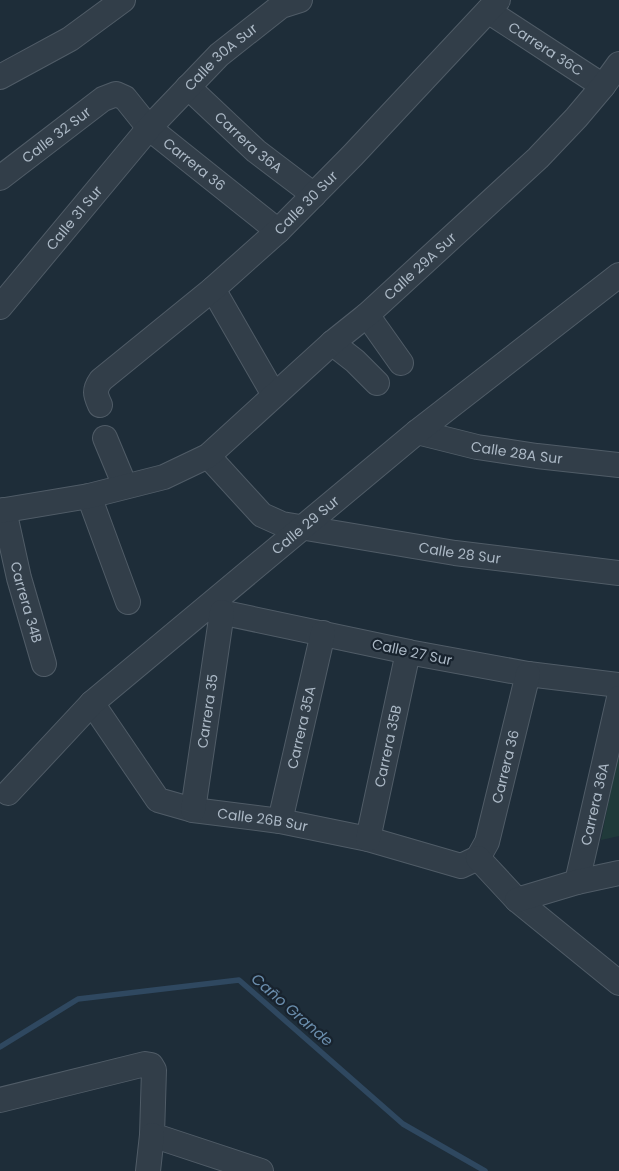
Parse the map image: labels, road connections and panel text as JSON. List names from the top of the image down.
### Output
{
  "streets": {
    "street": [
      "Carrera 36C",
      "Calle 30A Sur",
      "Calle 32 Sur",
      "Carrera 36A",
      "Carrera 36",
      "Calle 30 Sur",
      "Calle 31 Sur",
      "Calle 29A Sur",
      "Calle 28A Sur",
      "Calle 29 Sur",
      "Calle 28 Sur",
      "Carrera 34B",
      "Calle 27 Sur",
      "Carrera 35",
      "Carrera 35A",
      "Carrera 35B",
      "Calle 26B Sur"
    ]
  },
  "crossings": [
    ["Carrera 36C", "Calle 30 Sur"],
    ["Carrera 36C", "Calle 29A Sur"],
    ["Calle 30A Sur", "Carrera 36A"],
    ["Calle 30A Sur", "Carrera 36"],
    ["Calle 30A Sur", "Calle 31 Sur"],
    ["Calle 32 Sur", "Carrera 36"],
    ["Carrera 36A", "Calle 30 Sur"],
    ["Carrera 36", "Calle 30 Sur"],
    ["Carrera 36", "Calle 31 Sur"],
    ["Carrera 36", "Calle 27 Sur"],
    ["Carrera 36", "Calle 26B Sur"],
    ["Calle 28A Sur", "Calle 29 Sur"],
    ["Calle 29 Sur", "Calle 28 Sur"],
    ["Calle 29 Sur", "Calle 27 Sur"],
    ["Calle 29 Sur", "Carrera 35"],
    ["Calle 29 Sur", "Calle 26B Sur"],
    ["Calle 27 Sur", "Carrera 35"],
    ["Calle 27 Sur", "Carrera 35A"],
    ["Calle 27 Sur", "Carrera 35B"],
    ["Carrera 35", "Calle 26B Sur"],
    ["Carrera 35A", "Calle 26B Sur"],
    ["Carrera 35B", "Calle 26B Sur"]
  ],
  "water": ["Caño Grande"]
}
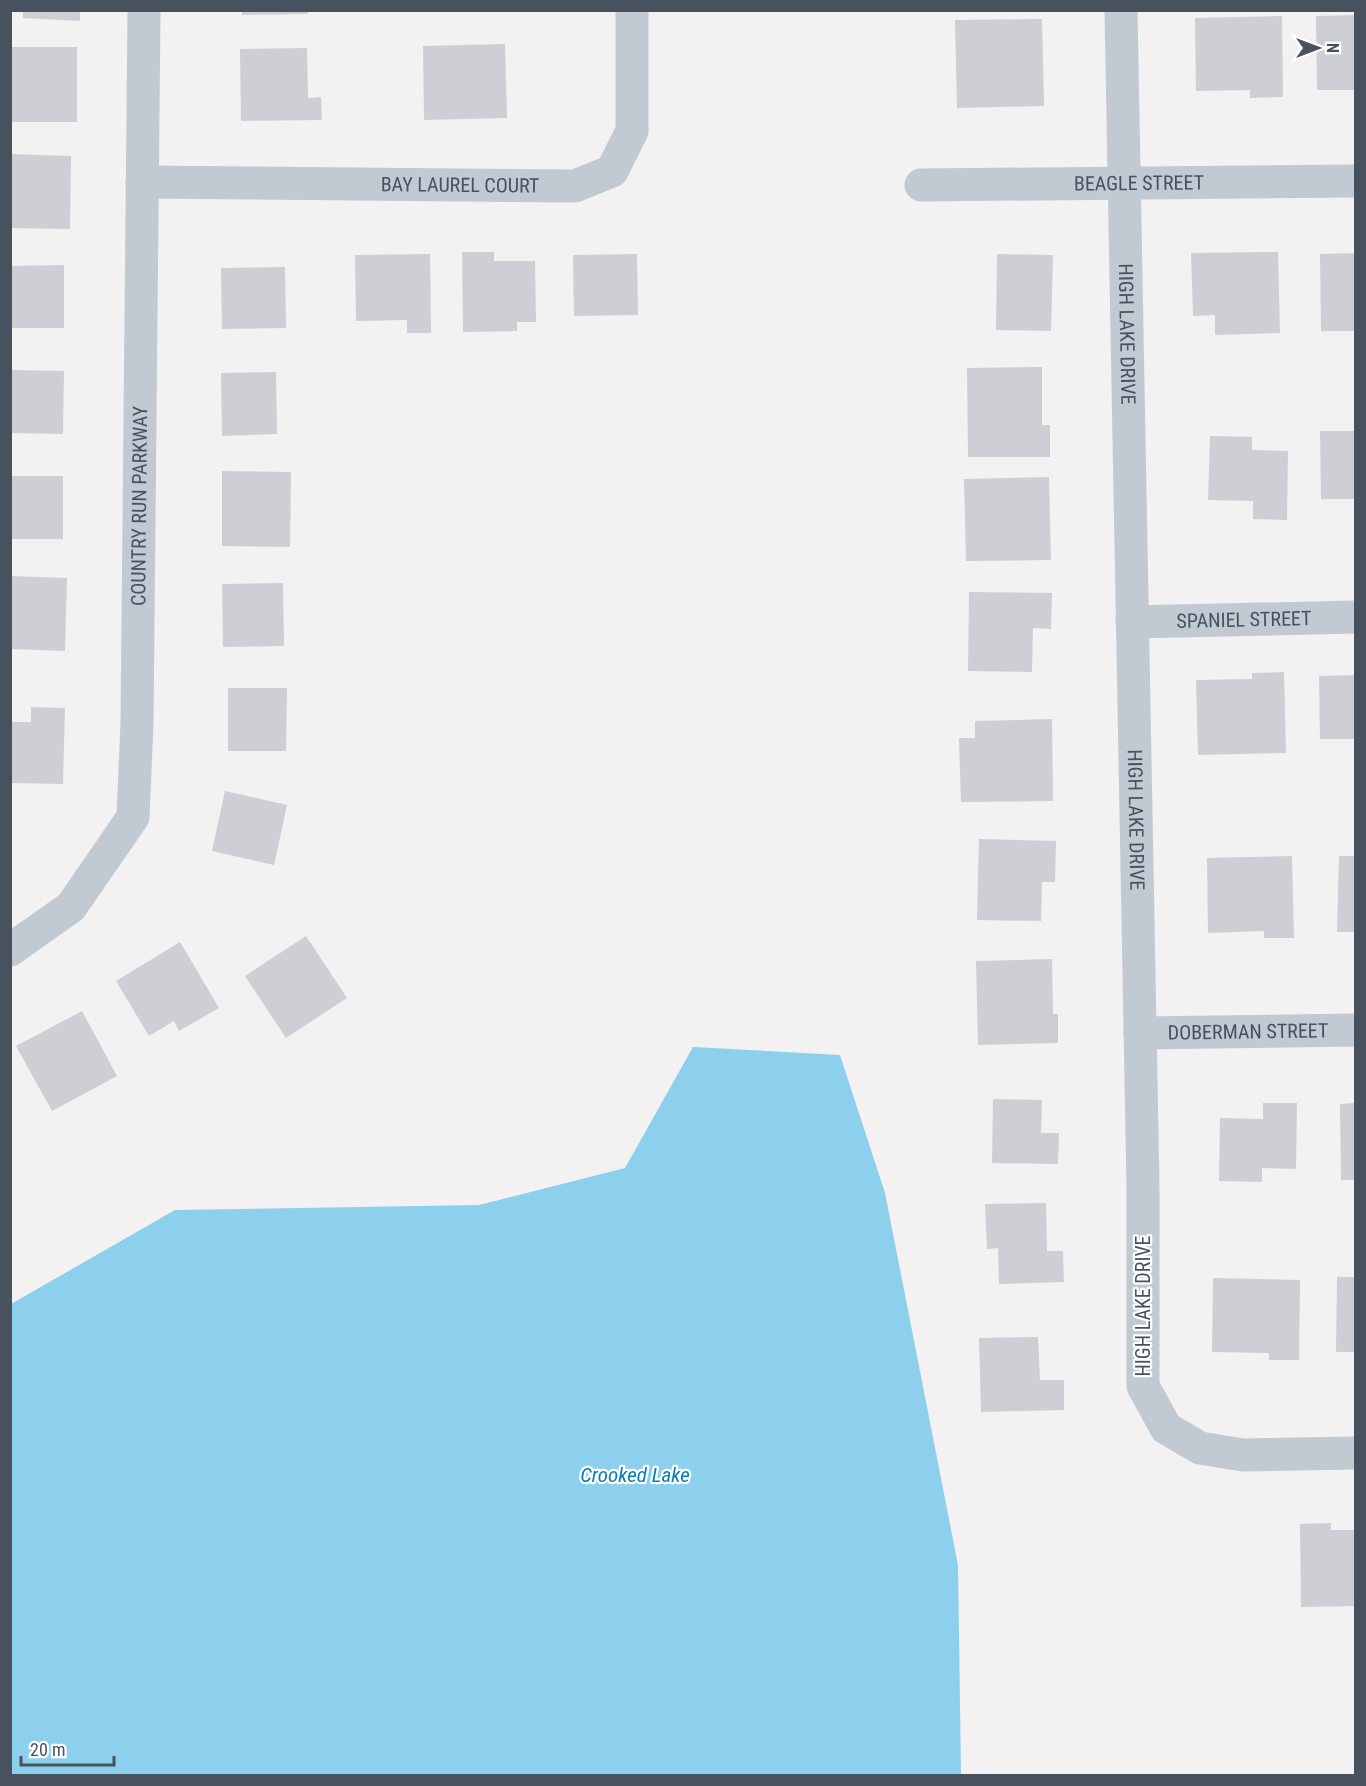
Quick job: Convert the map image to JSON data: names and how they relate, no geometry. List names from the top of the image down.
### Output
{
  "streets": {
    "street": [
      "BEAGLE STREET",
      "BAY LAUREL COURT",
      "HIGH LAKE DRIVE",
      "COUNTRY RUN PARKWAY",
      "SPANIEL STREET",
      "DOBERMAN STREET"
    ]
  },
  "crossings": [
    ["BEAGLE STREET", "HIGH LAKE DRIVE"],
    ["BAY LAUREL COURT", "COUNTRY RUN PARKWAY"],
    ["HIGH LAKE DRIVE", "SPANIEL STREET"],
    ["HIGH LAKE DRIVE", "DOBERMAN STREET"]
  ],
  "water": ["Crooked Lake"],
  "scale_bar": "20 m",
  "north": "right"
}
———
- [WHAT IS EXPECTED]
Leaving the pictures out, output all of the listing exactly.

- [TASK RESULT]
Parse the map image: labels, road connections and panel text as JSON. List names from the top of the image down.
### Output
{
  "streets": {
    "street": [
      "Carrera 36C",
      "Calle 30A Sur",
      "Calle 32 Sur",
      "Carrera 36A",
      "Carrera 36",
      "Calle 30 Sur",
      "Calle 31 Sur",
      "Calle 29A Sur",
      "Calle 28A Sur",
      "Calle 29 Sur",
      "Calle 28 Sur",
      "Carrera 34B",
      "Calle 27 Sur",
      "Carrera 35",
      "Carrera 35A",
      "Carrera 35B",
      "Calle 26B Sur"
    ]
  },
  "crossings": [
    ["Carrera 36C", "Calle 30 Sur"],
    ["Carrera 36C", "Calle 29A Sur"],
    ["Calle 30A Sur", "Carrera 36A"],
    ["Calle 30A Sur", "Carrera 36"],
    ["Calle 30A Sur", "Calle 31 Sur"],
    ["Calle 32 Sur", "Carrera 36"],
    ["Carrera 36A", "Calle 30 Sur"],
    ["Carrera 36", "Calle 30 Sur"],
    ["Carrera 36", "Calle 31 Sur"],
    ["Carrera 36", "Calle 27 Sur"],
    ["Carrera 36", "Calle 26B Sur"],
    ["Calle 28A Sur", "Calle 29 Sur"],
    ["Calle 29 Sur", "Calle 28 Sur"],
    ["Calle 29 Sur", "Calle 27 Sur"],
    ["Calle 29 Sur", "Carrera 35"],
    ["Calle 29 Sur", "Calle 26B Sur"],
    ["Calle 27 Sur", "Carrera 35"],
    ["Calle 27 Sur", "Carrera 35A"],
    ["Calle 27 Sur", "Carrera 35B"],
    ["Carrera 35", "Calle 26B Sur"],
    ["Carrera 35A", "Calle 26B Sur"],
    ["Carrera 35B", "Calle 26B Sur"]
  ],
  "water": ["Caño Grande"]
}
Quick job: Convert the map image to JSON data: names and how they relate, no geometry. List names from the top of the image down.
### Output
{
  "streets": {
    "street": [
      "BEAGLE STREET",
      "BAY LAUREL COURT",
      "HIGH LAKE DRIVE",
      "COUNTRY RUN PARKWAY",
      "SPANIEL STREET",
      "DOBERMAN STREET"
    ]
  },
  "crossings": [
    ["BEAGLE STREET", "HIGH LAKE DRIVE"],
    ["BAY LAUREL COURT", "COUNTRY RUN PARKWAY"],
    ["HIGH LAKE DRIVE", "SPANIEL STREET"],
    ["HIGH LAKE DRIVE", "DOBERMAN STREET"]
  ],
  "water": ["Crooked Lake"],
  "scale_bar": "20 m",
  "north": "right"
}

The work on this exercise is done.